So disbanding this tracking practice is not practical, but we should get back on the right side of the track. We fell off when we started making decisions for users without their clear understanding of their own consent. That line should never have been crossed, blurred or hidden inside user agreements that were checked but never read. Our current approach to collecting user permission and insight used to create targeted ad solutions and content experiences lacks significant transparency, and is the reason why the spotlight is upon us in Washington D.C. We asked for and deserve this scrutiny.
The self-regulation guidelines I tried hard to follow in the trades seem like a well-negotiated band-aid; I think we should use this opportunity to operate instead. We can reinvent our medium right now to match the needs and interests of consumers -- and do so with an abundance of respect for their privacy, as opposed to the lack of it we demonstrate today.
Publishers can elevate their role of attention gatekeepers by inviting users to choose exactly which companies (including your own) to accept a cookie from. We can offer a "choose all" or "keep all" option so those wishing for their experience on your sites to remain exactly the same, can make that choice. But if a cookie is not actively chosen, it's not case closed. Then we deal with what is properly collected, and act and sell accordingly.
An obvious downside to this aboveboard approach would be the production of fewer targeted impressions to divide and conquer. This is not necessarily a bad thing, as CPMs would rise for these highly targeted avenues. But now let's look at what would happen with the ocean of impressions we would be left to sell that would have very little or no tracking devices in which to serve creative. How can this help our business of publishing online?
The magic word is creative. Currently we track users like pigeons to entice buyers to place their client's ads. Then buyers place their feet on their desks and a target on our backs, as they demand lower prices because the targeting we over-promised is under-delivering on performance goals we had no influence in setting. And what do we do next? We lower our CPMs and take on further responsibility to optimize campaigns, while buyers shift dollars from one site to another in the hopes of achieving greater success for their clients.
Our reliance on site-side targeting to drive sell-through of our inventory further induces this cost-per-action mentality that works against us. Targeting comes with a greater burden of responsibility for optimizing campaign performance while doing very little to induce creative optimization. Right now, we get various ad sizes to run -- but how many times do we run a campaign that has various ad messages? And sharing our insight on how to improve the client's creative so it connects better with our audience has become a taboo topic to bring up. Any mention of creative is answered with, "It's working on other sites, so why isn't it working on yours?"

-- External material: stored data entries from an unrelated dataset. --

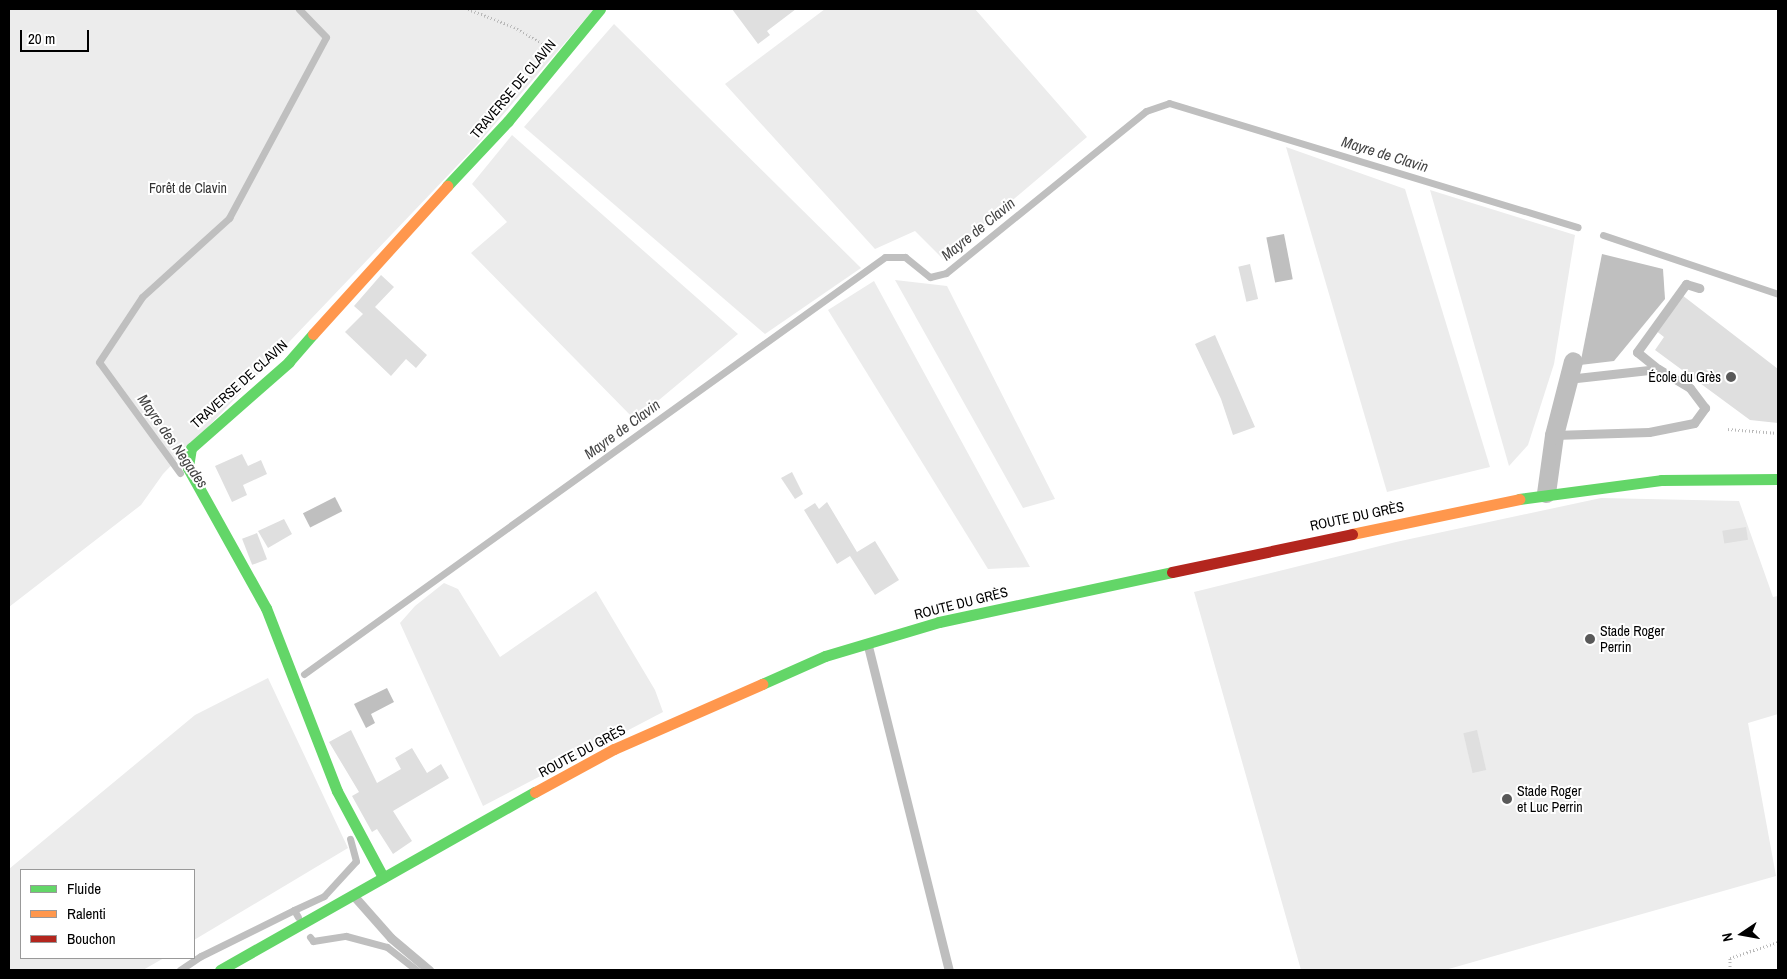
<!DOCTYPE html>
<html>
<head>
<meta charset="utf-8">
<style>
	body { margin:0 }
	#map { position:relative; width:1787px; height:979px; overflow:hidden; background:#fff; font-family:"Archivo Narrow",sans-serif }
	div>[style] { position:absolute }
	[style*='--x'] { left:calc(var(--x)*1px); top:calc(var(--y)*1px); width:calc(var(--w)*1px); rotate:calc(var(--a)*1deg) }
	.green>* { inset:0; background:#ececec }
	.water>* { inset:0; background:#bfbfbf; transform-origin:0 0 }
	.stream>* { height:7px; margin:-3.5px; padding:0 3.5px; transform-origin:3.5px; border-radius:3.5px; background:#bfbfbf }
	.building>* { inset:0; background:#dfdfdf; transform-origin:0 0 }
	.path>* { height:3px; margin-top:-1.5px; transform-origin:0; background:repeating-linear-gradient(90deg,#b9b9b9 0 1px,transparent 0 3.5px) }
	.lane>* { height:9px; margin:-4.5px; padding:0 4.5px; transform-origin:4.5px; border-radius:4.5px; background:#bebebe }
	.street>* { height:19px; margin:-9.5px; padding:0 9.5px; transform-origin:9.5px; border-radius:9.5px; background:#bebebe }
	.fast>* { height:11px; margin:-5.5px; padding:0 5.5px; transform-origin:5.5px; border-radius:5.5px; background:#63d668 }
	.slow>* { height:11px; margin:-5.5px; padding:0 5.5px; transform-origin:5.5px; border-radius:5.5px; background:#ff974d }
	.jam>* { height:11px; margin:-5.5px; padding:0 5.5px; transform-origin:5.5px; border-radius:5.5px; background:#b3261e }
	.dots>* { width:14px; height:14px; translate:-50% -50%; box-sizing:border-box; border:2px solid #fff; border-radius:50% }
	span { translate:-50% -50%; white-space:nowrap; text-align:center; line-height:1.15; -webkit-text-stroke:4px #fff; paint-order:stroke }
	.street-label { font-size:14px; color:#000 }
	.park-label { font-size:14px; color:#333 }
	.poi-label { font-size:14px; color:#000 }
	.right { translate:-100% -50%; text-align:right }
	.left { translate:0 -50%; text-align:left }
	.water-label { font-size:15px; color:#444; font-style:italic }
	.frame { position:absolute; inset:0; border:10px solid #000; pointer-events:none }
	.legend { position:absolute; left:20px; top:869px; width:175px; height:90px; box-sizing:border-box; background:#fff; border:1px solid #999; margin:0; padding:6px 9px; list-style:none; font-size:15px; color:#000 }
	.legend li { display:flex; align-items:center; gap:10px; height:25px }
	.legend b { width:25px; border:1px solid #999 }
	.north { position:absolute; left:1717px; top:909px; width:50px; height:50px; -webkit-text-stroke:4px #fff; paint-order:stroke; rotate:258deg; font-size:14px; font-weight:700; line-height:20px; text-align:center; color:#000 }
	.north::after { content:''; display:block; margin:auto; width:18px; height:22px; background:#000; clip-path:polygon(50% 0,100% 100%,50% 72%,0 100%) }
	.scale { position:absolute; left:20px; top:30px; width:69px; height:22px; box-sizing:border-box; border:2px solid #000; border-top:0; padding-left:6px; font-size:15px; line-height:18px; white-space:nowrap; color:#000; -webkit-text-stroke:4px #fff; paint-order:stroke }
</style>
</head>
<body>
<div id="map">
	<div class="green">
		<div style="clip-path:polygon(9px 9px,594px 9px,476px 146px,163px 474px,141px 505px,9px 607px)"></div>
		<div style="clip-path:polygon(825px 9px,975px 9px,1087px 137px,943px 259px,915px 231px,875px 249px,725px 84px)"></div>
		<div style="clip-path:polygon(614px 24px,861px 268px,765px 334px,524px 127px)"></div>
		<div style="clip-path:polygon(512px 135px,738px 334px,635px 420px,471px 253px,507px 222px,472px 184px)"></div>
		<div style="clip-path:polygon(1286px 147px,1405px 189px,1490px 467px,1387px 492px)"></div>
		<div style="clip-path:polygon(1430px 190px,1575px 235px,1554px 364px,1528px 445px,1509px 466px)"></div>
		<div style="clip-path:polygon(895px 280px,947px 286px,1055px 499px,1023px 508px)"></div>
		<div style="clip-path:polygon(874px 281px,1030px 567px,988px 569px,828px 310px)"></div>
		<div style="clip-path:polygon(1601px 498px,1739px 501px,1773px 597px,1778px 596px,1778px 714px,1748px 723px,1776px 876px,1445px 970px,1301px 970px,1194px 592px,1396px 542px)"></div>
		<div style="clip-path:polygon(444px 583px,458px 589px,500px 657px,596px 591px,655px 690px,663px 712px,483px 806px,400px 623px,415px 606px)"></div>
		<div style="clip-path:polygon(268px 678px,348px 848px,194px 940px,194px 870px,21px 870px,21px 958px,164px 958px,143px 970px,9px 970px,9px 869px,195px 715px)"></div>
	</div>
	<div class="water">
		<div style="left:1284px;top:234px;width:46px;height:18px;rotate:79deg"></div>
		<div style="clip-path:polygon(1602px 254px,1663px 269px,1665px 299px,1614px 361px,1580px 365px)"></div>
		<div style="left:335px;top:497px;width:16px;height:36px;rotate:63deg"></div>
		<div style="clip-path:polygon(387px 688px,394px 702px,371px 714px,375px 723px,366px 728px,354px 704px)"></div>
	</div>
	<div class="stream">
		<div style="--x:1603;--y:235;--w:185;--a:18.6"></div>
		<div style="--x:180;--y:473;--w:137;--a:-126.1"></div>
		<div style="--x:99;--y:362;--w:78;--a:-56.5"></div>
		<div style="--x:142;--y:297;--w:118;--a:-42.2"></div>
		<div style="--x:229;--y:218;--w:205;--a:-61.8"></div>
		<div style="--x:326;--y:37;--w:39;--a:-134"></div>
		<div style="--x:304;--y:674;--w:715;--a:-35.67"></div>
		<div style="--x:885;--y:257;--w:20;--a:0"></div>
		<div style="--x:905;--y:257;--w:32;--a:39"></div>
		<div style="--x:930;--y:277;--w:16;--a:-14"></div>
		<div style="--x:946;--y:273;--w:257;--a:-39"></div>
		<div style="--x:1146;--y:111;--w:24;--a:-19"></div>
		<div style="--x:1169;--y:103;--w:427;--a:16.9"></div>
		<div style="--x:298;--y:917;--w:8;--a:-120"></div>
		<div style="--x:294;--y:910;--w:33;--a:-25"></div>
		<div style="--x:324;--y:896;--w:47;--a:-47.6"></div>
		<div style="--x:356;--y:861;--w:23;--a:-105"></div>
		<div style="--x:310;--y:937;--w:5;--a:53"></div>
		<div style="--x:313;--y:941;--w:33;--a:-9"></div>
		<div style="--x:346;--y:936;--w:42;--a:15"></div>
		<div style="--x:387;--y:947;--w:37;--a:38"></div>
		<div style="--x:180;--y:970;--w:25;--a:-34"></div>
		<div style="--x:201;--y:956;--w:104;--a:-26.3"></div>
	</div>
	<div class="building">
		<div style="clip-path:polygon(732px 9px,796px 9px,767px 31px,770px 35px,758px 44px)"></div>
		<div style="left:1250px;top:264px;width:36px;height:12px;rotate:77deg"></div>
		<div style="clip-path:polygon(381px 275px,394px 287px,375px 307px,427px 355px,416px 368px,406px 359px,391px 376px,345px 332px,363px 314px,354px 306px)"></div>
		<div style="clip-path:polygon(1682px 295px,1778px 369px,1778px 423px,1750px 420px,1655px 350px,1664px 337px,1655px 330px)"></div>
		<div style="clip-path:polygon(1215px 335px,1255px 427px,1233px 435px,1221px 399px,1195px 344px)"></div>
		<div style="clip-path:polygon(242px 454px,248px 466px,261px 460px,267px 474px,243px 485px,247px 495px,232px 502px,215px 466px)"></div>
		<div style="clip-path:polygon(792px 472px,803px 494px,795px 499px,781px 478px)"></div>
		<div style="clip-path:polygon(827px 502px,857px 552px,875px 541px,899px 580px,875px 595px,850px 556px,837px 564px,804px 510px,815px 503px,819px 509px)"></div>
		<div style="clip-path:polygon(284px 519px,292px 534px,268px 548px,258px 531px)"></div>
		<div style="left:1746px;top:527px;width:13px;height:24px;rotate:81deg"></div>
		<div style="left:257px;top:533px;width:28px;height:16px;rotate:69deg"></div>
		<div style="clip-path:polygon(351px 730px,377px 783px,401px 769px,395px 758px,412px 748px,427px 773px,441px 764px,449px 778px,393px 811px,412px 841px,393px 854px,377px 829px,372px 832px,352px 796px,359px 792px,329px 742px)"></div>
		<div style="left:1477px;top:730px;width:41px;height:14px;rotate:77deg"></div>
	</div>
	<div class="path">
		<div style="--x:468;--y:9;--w:49;--a:21.4"></div>
		<div style="--x:514;--y:27;--w:32;--a:30"></div>
		<div style="--x:1728;--y:429;--w:50;--a:4.6"></div>
		<div style="--x:1730;--y:970;--w:12;--a:-90"></div>
		<div style="--x:1730;--y:958;--w:51;--a:-18.4"></div>
	</div>
	<div class="lane">
		<div style="--x:1658;--y:369;--w:27;--a:-141"></div>
		<div style="--x:1637;--y:352;--w:84;--a:-54.2"></div>
		<div style="--x:1686;--y:284;--w:14;--a:17"></div>
		<div style="--x:1554;--y:435;--w:95;--a:-1.8"></div>
		<div style="--x:1649;--y:432;--w:46;--a:-11.3"></div>
		<div style="--x:1694;--y:423;--w:19;--a:-54"></div>
		<div style="--x:1705;--y:408;--w:25;--a:-127"></div>
		<div style="--x:1690;--y:388;--w:37;--a:-149"></div>
		<div style="--x:1658;--y:369;--w:91;--a:173.7"></div>
		<div style="--x:868;--y:646;--w:334;--a:76"></div>
		<div style="--x:353;--y:895;--w:57;--a:48.5"></div>
		<div style="--x:391;--y:938;--w:50;--a:40.1"></div>
	</div>
	<div class="street">
		<div style="--x:1546;--y:493;--w:59;--a:-82.1"></div>
		<div style="--x:1554;--y:435;--w:76;--a:-75.6"></div>
	</div>
	<div class="fast">
		<div style="--x:447;--y:186;--w:89;--a:-46.8"></div>
		<div style="--x:508;--y:121;--w:145;--a:-50.6"></div>
		<div style="--x:313;--y:334;--w:37;--a:131"></div>
		<div style="--x:289;--y:362;--w:130;--a:138.7"></div>
		<div style="--x:191;--y:448;--w:20;--a:99"></div>
		<div style="--x:188;--y:468;--w:160;--a:60.9"></div>
		<div style="--x:266;--y:608;--w:196;--a:68.8"></div>
		<div style="--x:337;--y:791;--w:98;--a:61.9"></div>
		<div style="--x:1519;--y:499;--w:143;--a:-7.6"></div>
		<div style="--x:1661;--y:480;--w:117;--a:-0.5"></div>
		<div style="--x:762;--y:684;--w:69;--a:-24"></div>
		<div style="--x:825;--y:656;--w:119;--a:-16.6"></div>
		<div style="--x:939;--y:622;--w:238;--a:-12.1"></div>
		<div style="--x:220;--y:970;--w:362;--a:-29.5"></div>
	</div>
	<div class="slow">
		<div style="--x:313;--y:334;--w:200;--a:-47.8"></div>
		<div style="--x:1352;--y:534;--w:171;--a:-11.8"></div>
		<div style="--x:535;--y:792;--w:90;--a:-28.6"></div>
		<div style="--x:614;--y:749;--w:162;--a:-23.7"></div>
	</div>
	<div class="jam">
		<div style="--x:1172;--y:572;--w:184;--a:-11.9"></div>
	</div>
	<div class="dots">
		<div style="left:1731px;top:377px;background:#595959"></div>
		<div style="left:1590px;top:639px;background:#595959"></div>
		<div style="left:1507px;top:799px;background:#595959"></div>
	</div>
	<div class="street-label">
		<span style="left:513px;top:89px;rotate:-50deg">TRAVERSE DE CLAVIN</span>
		<span style="left:239px;top:384px;rotate:-42deg">TRAVERSE DE CLAVIN</span>
		<span style="left:1357px;top:516px;rotate:-12deg">ROUTE DU GRÈS</span>
		<span style="left:961px;top:603px;rotate:-14deg">ROUTE DU GRÈS</span>
		<span style="left:582px;top:751px;rotate:-28deg">ROUTE DU GRÈS</span>
	</div>
	<div class="park-label">
		<span style="left:188px;top:188px">Forêt de Clavin</span>
	</div>
	<div class="poi-label">
		<span class="right" style="left:1721px;top:377px">École du Grès</span>
		<span class="left" style="left:1600px;top:639px">Stade Roger<br>Perrin</span>
		<span class="left" style="left:1517px;top:799px">Stade Roger<br>et Luc Perrin</span>
	</div>
	<div class="water-label">
		<span style="left:1385px;top:154px;rotate:17deg">Mayre de Clavin</span>
		<span style="left:978px;top:229px;rotate:-39deg">Mayre de Clavin</span>
		<span style="left:622px;top:429px;rotate:-36deg">Mayre de Clavin</span>
		<span style="left:173px;top:441px;rotate:55deg">Mayre des Negades</span>
	</div>
	<div class="frame"></div>
	<ul class="legend">
	<li><b style="height:6px;background:#63d668"></b>Fluide</li>
	<li><b style="height:6px;background:#ff974d"></b>Ralenti</li>
	<li><b style="height:6px;background:#b3261e"></b>Bouchon</li>
	</ul>
	<div class="north">N</div>
	<div class="scale">20 m</div>
</div>
</body>
</html>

I would love to ask in return, "Why are you running the same ad on both Weather.com and Espn.com?" When you check the weather you feel one way; when you check up on your football team, you feel another. Why wouldn't advertisers want to creatively shape their message to match these distinctly different feelings? Because clients don't need to invest in creative optimization at the site level when we continue to sell them on the benefits that come from greater targeting, at prices that continue to plummet, while owning the lion's share of burden for performance.
If the total allotment of targeted impressions diminished because users said so, clients will continue to seek success but will be forced to lean more on creative performance for cookie-free impressions. This will lead to running multiple creative messages, a deeper appetite to understand the motives of visitors, and likely more willingness to creatively collaborate . All this gets closer to the end goal of greater and more credible integration, while shifting more responsibility for success where it belongs -- on the creative.
Giving users the option to choose their cookies versus asking them to understand how to erase them may appear to be a giant step backwards. But a step backwards can also be a step in the right direction -- if you have fallen off track.